A mixed bag, so far.
All fine with “Take Me Out to the Ball Game” during the seventh-inning stretch at empty Yankee Stadium during a recent exhibition game. But the familiar rustle of fans at Oracle Park in San Francisco came across more like a bunch of bees buzzing and scared off seagulls that often perch in the upper deck.
Patrick Corbin said it sounded a little more realistic at Nationals Park. Sort of.
“But then you look in the stands and no one’s there, so that’s always a little strange,” the Washington pitcher said.

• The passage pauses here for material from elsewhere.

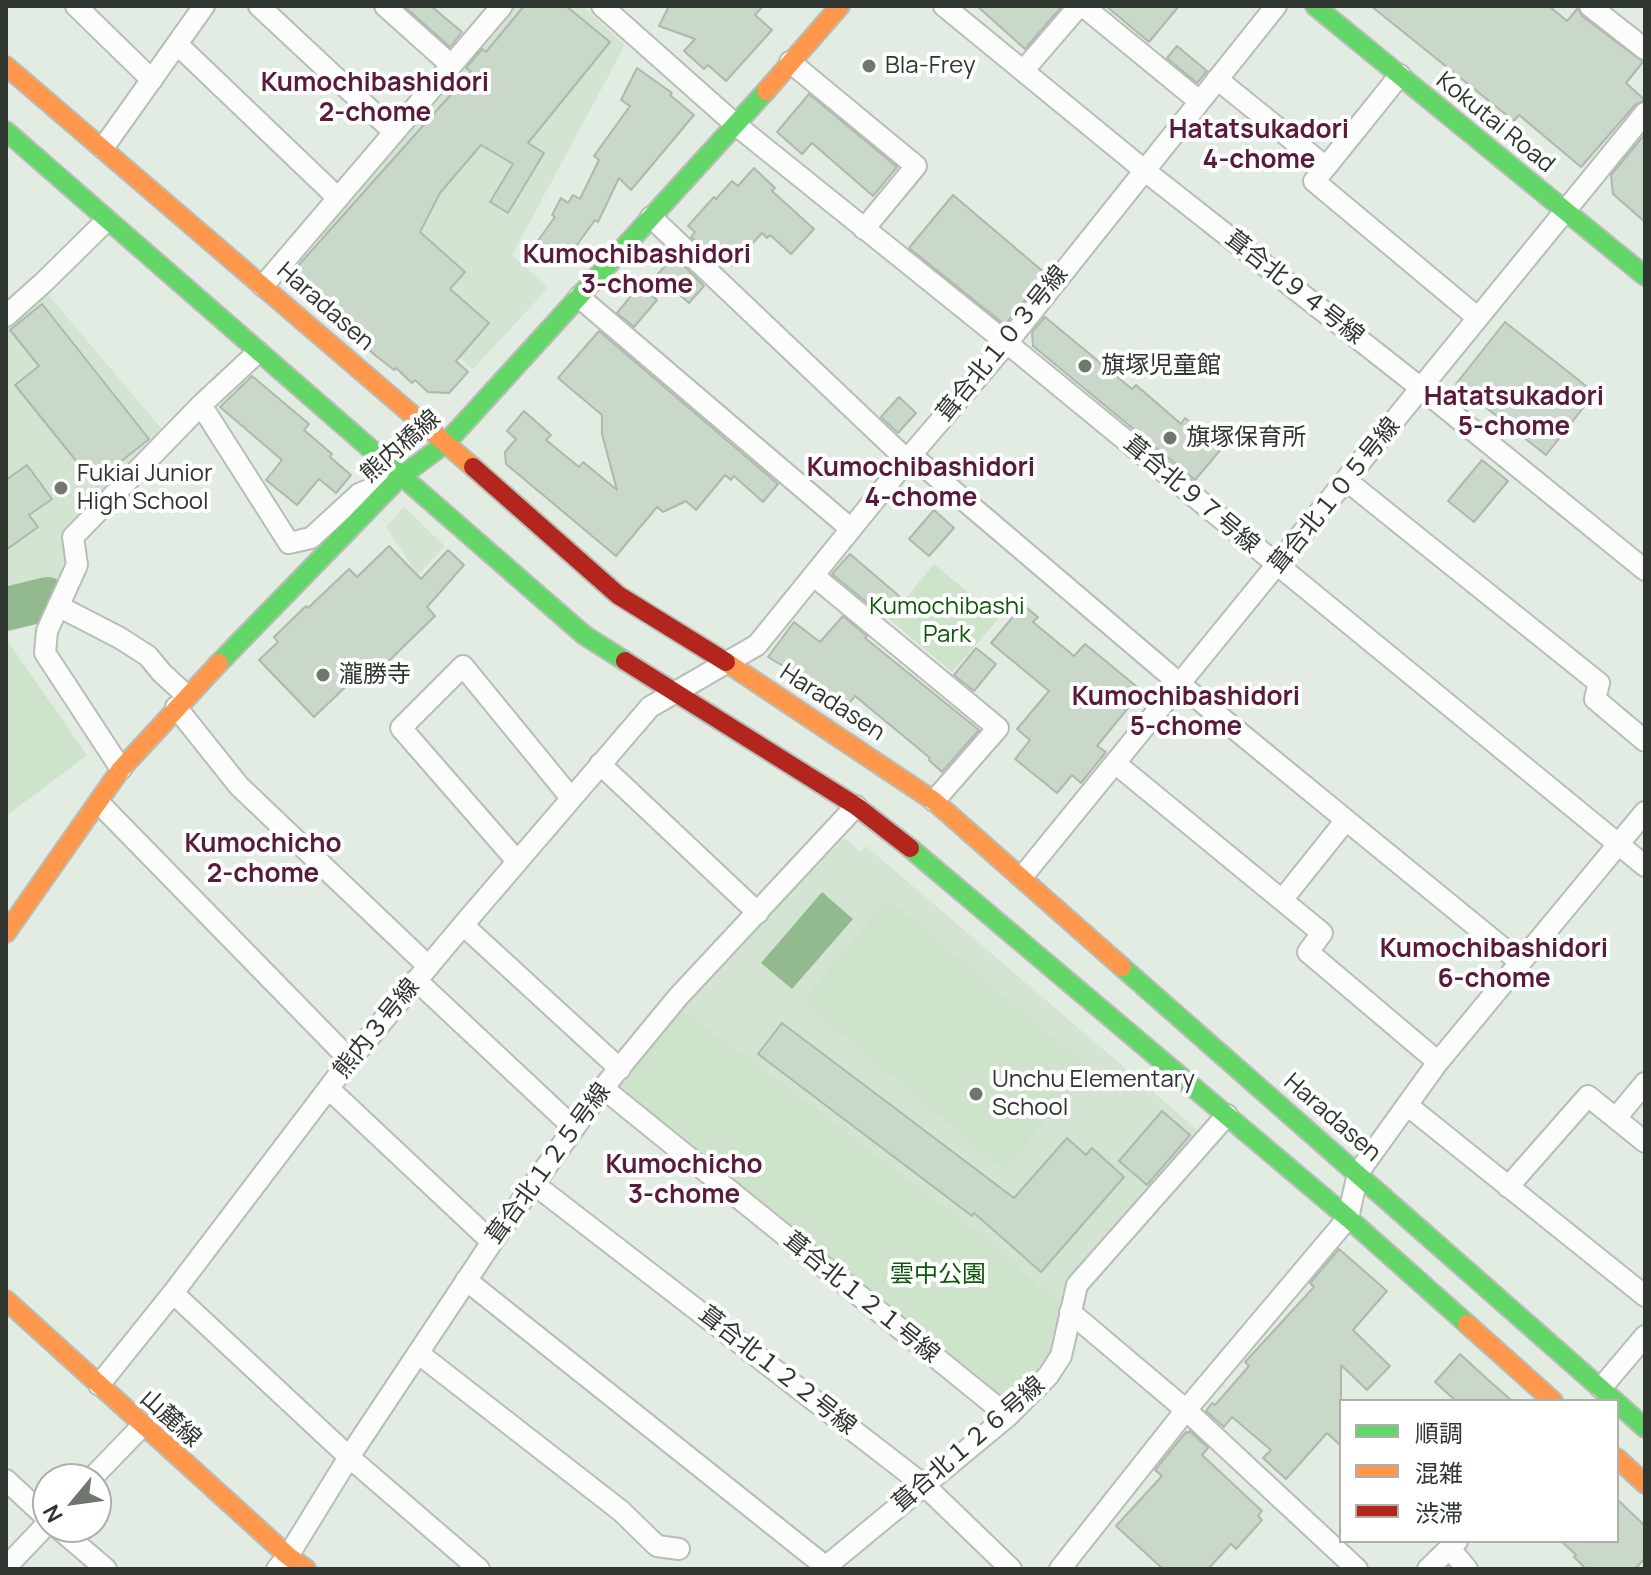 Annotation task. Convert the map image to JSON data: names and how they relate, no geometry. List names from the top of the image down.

Broadcasters are dealing with the same scenario.
“We are not looking to fool anybody. We realize there’s no fans there,” ESPN producer Mark Gross said.
But adding a little artificial crowd noise “below the announcers just seems to make it work and doesn’t sound quite so hollow when we are doing the games.”
Added former star-turned-ESPN announcer Alex Rodriguez: “The abnormal has become the normal.”
“It’s a year of adjustments, and I think baseball becomes the comfort food that Americans and people in this country want right now,” he said.
Makes sense to the 59-year-old Vincent. Living and working around Birmingham, Alabama, he’s eager to root for the Cardinals.
And to hear a most comforting echo.
“That sound between a 2-0 and a 2-1 pitch. In the fourth inning. On a Wednesday night in June,” he said. “It’s that sound, it’s the summer sound.”